Please write out, exactly, every line of the listing from its first line through the one that includes "position:absolute; left:538px; top:182px;".
━━━━━━━━━━━━━━━━━━━━━━━━━━━━━━
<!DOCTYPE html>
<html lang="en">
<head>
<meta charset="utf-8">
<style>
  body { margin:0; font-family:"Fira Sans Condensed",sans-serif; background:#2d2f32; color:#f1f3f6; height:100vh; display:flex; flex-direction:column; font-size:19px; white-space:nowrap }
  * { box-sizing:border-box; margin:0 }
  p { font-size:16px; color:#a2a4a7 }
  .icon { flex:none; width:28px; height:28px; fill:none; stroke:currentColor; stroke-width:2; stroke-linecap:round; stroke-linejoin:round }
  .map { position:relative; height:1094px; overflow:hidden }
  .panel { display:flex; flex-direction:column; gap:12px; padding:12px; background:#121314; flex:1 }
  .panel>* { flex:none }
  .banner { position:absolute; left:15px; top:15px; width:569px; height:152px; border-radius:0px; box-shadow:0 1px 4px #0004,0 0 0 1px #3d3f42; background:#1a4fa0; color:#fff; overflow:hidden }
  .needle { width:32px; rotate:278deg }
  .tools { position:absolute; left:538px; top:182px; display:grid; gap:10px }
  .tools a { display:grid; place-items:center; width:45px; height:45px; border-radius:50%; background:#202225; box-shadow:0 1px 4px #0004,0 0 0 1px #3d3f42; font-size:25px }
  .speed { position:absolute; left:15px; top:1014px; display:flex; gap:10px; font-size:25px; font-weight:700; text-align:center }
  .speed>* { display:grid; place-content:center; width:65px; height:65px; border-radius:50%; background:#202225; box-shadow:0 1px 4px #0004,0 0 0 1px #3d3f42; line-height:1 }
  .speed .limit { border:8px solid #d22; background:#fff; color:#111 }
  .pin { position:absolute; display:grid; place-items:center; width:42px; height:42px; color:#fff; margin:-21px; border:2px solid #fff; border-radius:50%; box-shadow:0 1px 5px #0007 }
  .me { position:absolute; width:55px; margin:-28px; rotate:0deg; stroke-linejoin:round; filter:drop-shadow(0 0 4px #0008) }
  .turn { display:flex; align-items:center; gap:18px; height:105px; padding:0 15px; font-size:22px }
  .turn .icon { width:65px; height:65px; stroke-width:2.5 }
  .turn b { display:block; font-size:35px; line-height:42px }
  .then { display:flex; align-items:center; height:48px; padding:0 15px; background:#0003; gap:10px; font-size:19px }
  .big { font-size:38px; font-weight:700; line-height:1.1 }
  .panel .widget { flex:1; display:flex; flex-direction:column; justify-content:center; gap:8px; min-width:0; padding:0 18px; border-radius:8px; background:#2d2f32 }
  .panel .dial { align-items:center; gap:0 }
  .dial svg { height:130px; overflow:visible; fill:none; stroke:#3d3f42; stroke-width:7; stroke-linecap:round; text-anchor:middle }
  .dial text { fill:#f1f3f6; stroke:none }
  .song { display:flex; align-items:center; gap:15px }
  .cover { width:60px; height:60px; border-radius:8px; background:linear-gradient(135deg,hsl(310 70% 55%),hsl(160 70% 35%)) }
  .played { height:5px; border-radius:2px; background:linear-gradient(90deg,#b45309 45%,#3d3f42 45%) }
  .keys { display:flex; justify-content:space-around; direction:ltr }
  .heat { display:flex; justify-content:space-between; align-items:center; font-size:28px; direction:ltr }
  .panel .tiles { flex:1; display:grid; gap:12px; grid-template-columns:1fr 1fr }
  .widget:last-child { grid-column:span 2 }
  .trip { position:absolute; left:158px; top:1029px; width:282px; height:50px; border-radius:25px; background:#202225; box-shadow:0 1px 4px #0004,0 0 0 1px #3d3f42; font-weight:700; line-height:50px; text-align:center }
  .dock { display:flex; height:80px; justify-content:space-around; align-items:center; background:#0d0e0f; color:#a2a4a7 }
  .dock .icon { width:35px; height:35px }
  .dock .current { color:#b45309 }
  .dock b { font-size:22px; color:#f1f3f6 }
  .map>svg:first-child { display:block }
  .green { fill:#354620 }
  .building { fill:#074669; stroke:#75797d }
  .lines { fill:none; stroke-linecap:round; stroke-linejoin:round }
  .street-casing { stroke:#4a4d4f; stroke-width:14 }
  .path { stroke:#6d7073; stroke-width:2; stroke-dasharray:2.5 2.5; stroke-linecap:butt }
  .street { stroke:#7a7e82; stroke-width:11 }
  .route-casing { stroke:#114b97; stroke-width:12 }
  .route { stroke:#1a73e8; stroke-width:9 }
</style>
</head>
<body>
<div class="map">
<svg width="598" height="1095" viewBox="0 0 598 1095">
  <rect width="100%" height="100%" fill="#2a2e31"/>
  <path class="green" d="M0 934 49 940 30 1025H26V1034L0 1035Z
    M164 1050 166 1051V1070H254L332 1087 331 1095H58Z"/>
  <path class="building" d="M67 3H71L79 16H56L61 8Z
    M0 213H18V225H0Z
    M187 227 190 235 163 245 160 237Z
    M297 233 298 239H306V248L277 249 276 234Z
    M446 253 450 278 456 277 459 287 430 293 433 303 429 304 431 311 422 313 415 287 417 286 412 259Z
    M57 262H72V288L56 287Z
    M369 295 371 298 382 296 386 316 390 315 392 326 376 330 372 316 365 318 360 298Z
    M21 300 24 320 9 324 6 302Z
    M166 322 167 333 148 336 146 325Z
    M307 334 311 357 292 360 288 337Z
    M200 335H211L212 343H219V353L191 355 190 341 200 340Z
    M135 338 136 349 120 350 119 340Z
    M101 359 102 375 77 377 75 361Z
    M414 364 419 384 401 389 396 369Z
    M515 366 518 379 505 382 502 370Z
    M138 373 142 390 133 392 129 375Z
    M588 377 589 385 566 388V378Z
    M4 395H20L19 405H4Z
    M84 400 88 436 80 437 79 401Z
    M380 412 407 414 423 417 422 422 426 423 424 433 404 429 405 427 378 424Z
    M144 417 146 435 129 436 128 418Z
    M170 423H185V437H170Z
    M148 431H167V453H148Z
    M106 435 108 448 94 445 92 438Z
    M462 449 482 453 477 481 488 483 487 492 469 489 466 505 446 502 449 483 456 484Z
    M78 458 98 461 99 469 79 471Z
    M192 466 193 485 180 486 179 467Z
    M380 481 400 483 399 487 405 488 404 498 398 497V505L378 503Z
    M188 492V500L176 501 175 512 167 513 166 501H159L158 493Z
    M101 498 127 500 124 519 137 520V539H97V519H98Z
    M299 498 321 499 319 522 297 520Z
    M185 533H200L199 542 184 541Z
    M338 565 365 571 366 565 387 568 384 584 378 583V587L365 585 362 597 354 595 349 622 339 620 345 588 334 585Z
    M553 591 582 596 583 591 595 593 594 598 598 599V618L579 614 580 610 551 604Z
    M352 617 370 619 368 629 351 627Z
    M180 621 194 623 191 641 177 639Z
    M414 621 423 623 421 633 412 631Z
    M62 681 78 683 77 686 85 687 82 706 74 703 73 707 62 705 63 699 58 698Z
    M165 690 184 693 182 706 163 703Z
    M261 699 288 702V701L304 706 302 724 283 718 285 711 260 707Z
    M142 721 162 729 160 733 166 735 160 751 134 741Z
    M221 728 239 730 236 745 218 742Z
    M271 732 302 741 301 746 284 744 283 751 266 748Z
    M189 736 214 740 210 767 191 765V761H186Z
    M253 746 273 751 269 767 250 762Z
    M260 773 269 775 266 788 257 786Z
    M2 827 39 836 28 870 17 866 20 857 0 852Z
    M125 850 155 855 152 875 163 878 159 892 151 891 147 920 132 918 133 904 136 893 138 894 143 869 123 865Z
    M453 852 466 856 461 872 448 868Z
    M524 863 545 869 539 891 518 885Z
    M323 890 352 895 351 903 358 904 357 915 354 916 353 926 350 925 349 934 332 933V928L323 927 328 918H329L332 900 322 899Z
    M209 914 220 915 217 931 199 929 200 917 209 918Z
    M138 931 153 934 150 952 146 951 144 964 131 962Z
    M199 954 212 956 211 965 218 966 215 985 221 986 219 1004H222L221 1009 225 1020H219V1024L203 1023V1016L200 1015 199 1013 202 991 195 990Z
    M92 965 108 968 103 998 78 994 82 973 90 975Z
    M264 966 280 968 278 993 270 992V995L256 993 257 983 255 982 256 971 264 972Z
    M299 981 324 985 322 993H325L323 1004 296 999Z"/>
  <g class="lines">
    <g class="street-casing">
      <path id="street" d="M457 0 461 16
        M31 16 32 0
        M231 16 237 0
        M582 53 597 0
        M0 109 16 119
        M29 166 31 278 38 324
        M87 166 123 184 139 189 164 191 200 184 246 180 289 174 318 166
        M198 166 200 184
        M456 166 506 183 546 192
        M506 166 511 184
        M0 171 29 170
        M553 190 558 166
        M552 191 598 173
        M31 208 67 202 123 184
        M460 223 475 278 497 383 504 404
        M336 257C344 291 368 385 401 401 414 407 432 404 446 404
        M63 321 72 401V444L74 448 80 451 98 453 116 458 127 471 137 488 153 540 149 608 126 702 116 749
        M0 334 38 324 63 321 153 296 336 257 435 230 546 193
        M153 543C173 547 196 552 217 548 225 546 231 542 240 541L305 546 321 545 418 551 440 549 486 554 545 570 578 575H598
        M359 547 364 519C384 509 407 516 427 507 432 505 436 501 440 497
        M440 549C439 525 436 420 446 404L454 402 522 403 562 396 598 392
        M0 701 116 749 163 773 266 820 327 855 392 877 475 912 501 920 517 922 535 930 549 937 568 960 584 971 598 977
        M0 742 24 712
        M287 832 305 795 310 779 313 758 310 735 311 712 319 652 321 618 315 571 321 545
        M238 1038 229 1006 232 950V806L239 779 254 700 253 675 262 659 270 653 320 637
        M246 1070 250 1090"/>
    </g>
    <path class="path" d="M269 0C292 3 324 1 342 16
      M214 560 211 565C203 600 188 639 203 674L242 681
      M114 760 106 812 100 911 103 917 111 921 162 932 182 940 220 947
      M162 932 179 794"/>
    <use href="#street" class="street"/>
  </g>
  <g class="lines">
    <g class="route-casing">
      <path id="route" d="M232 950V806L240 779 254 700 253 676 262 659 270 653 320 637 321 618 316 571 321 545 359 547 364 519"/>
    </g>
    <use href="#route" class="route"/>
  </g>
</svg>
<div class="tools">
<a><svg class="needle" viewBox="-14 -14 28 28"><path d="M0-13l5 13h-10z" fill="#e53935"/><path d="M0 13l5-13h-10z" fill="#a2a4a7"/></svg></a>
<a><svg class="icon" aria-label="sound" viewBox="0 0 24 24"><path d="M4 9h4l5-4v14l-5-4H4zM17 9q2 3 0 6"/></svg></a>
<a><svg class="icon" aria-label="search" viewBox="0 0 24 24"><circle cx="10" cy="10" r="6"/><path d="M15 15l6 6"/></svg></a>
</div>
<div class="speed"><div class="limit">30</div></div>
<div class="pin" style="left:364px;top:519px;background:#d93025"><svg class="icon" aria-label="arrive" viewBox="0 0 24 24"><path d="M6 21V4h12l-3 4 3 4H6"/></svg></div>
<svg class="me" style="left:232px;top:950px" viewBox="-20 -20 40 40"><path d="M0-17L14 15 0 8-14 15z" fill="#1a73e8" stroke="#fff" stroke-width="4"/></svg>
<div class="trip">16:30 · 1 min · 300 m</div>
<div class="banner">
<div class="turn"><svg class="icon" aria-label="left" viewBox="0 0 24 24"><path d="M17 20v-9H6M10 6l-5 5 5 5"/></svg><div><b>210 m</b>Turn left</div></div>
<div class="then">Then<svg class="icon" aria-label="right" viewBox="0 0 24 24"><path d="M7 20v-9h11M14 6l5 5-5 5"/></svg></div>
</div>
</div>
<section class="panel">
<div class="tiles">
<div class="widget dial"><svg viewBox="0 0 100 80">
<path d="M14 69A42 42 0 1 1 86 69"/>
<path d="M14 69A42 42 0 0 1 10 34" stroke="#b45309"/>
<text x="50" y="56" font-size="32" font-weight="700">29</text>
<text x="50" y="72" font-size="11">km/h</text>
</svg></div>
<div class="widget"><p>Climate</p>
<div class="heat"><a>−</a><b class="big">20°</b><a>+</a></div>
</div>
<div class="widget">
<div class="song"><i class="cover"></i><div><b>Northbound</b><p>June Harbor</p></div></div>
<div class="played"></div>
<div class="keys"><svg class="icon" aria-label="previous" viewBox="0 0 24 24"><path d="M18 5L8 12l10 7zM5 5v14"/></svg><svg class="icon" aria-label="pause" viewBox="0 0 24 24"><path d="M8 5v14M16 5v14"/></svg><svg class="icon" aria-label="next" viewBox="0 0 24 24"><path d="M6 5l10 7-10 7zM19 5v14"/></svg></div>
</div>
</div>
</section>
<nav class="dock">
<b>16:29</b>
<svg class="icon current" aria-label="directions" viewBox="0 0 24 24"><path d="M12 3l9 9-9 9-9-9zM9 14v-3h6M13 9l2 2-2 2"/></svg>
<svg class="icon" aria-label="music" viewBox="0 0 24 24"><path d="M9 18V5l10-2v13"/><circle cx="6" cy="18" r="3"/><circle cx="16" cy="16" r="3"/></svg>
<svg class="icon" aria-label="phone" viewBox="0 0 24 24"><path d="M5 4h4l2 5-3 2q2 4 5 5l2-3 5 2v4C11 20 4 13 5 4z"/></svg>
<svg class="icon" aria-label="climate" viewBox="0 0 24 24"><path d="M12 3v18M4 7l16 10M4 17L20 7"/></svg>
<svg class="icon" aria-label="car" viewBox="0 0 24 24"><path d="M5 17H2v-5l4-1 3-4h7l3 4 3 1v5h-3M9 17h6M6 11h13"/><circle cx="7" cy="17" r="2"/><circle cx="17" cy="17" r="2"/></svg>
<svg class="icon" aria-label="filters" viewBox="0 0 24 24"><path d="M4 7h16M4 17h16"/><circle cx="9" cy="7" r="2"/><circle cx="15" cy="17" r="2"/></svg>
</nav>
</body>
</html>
━━━━━━━━━━━━━━━━━━━━━━━━━━━━━━
**COMPLETED EXERCISE:**
<!DOCTYPE html>
<html lang="en">
<head>
<meta charset="utf-8">
<style>
  body { margin:0; font-family:"Fira Sans Condensed",sans-serif; background:#2d2f32; color:#f1f3f6; height:100vh; display:flex; flex-direction:column; font-size:19px; white-space:nowrap }
  * { box-sizing:border-box; margin:0 }
  p { font-size:16px; color:#a2a4a7 }
  .icon { flex:none; width:28px; height:28px; fill:none; stroke:currentColor; stroke-width:2; stroke-linecap:round; stroke-linejoin:round }
  .map { position:relative; height:1094px; overflow:hidden }
  .panel { display:flex; flex-direction:column; gap:12px; padding:12px; background:#121314; flex:1 }
  .panel>* { flex:none }
  .banner { position:absolute; left:15px; top:15px; width:569px; height:152px; border-radius:0px; box-shadow:0 1px 4px #0004,0 0 0 1px #3d3f42; background:#1a4fa0; color:#fff; overflow:hidden }
  .needle { width:32px; rotate:278deg }
  .tools { position:absolute; left:538px; top:182px; display:grid; gap:10px }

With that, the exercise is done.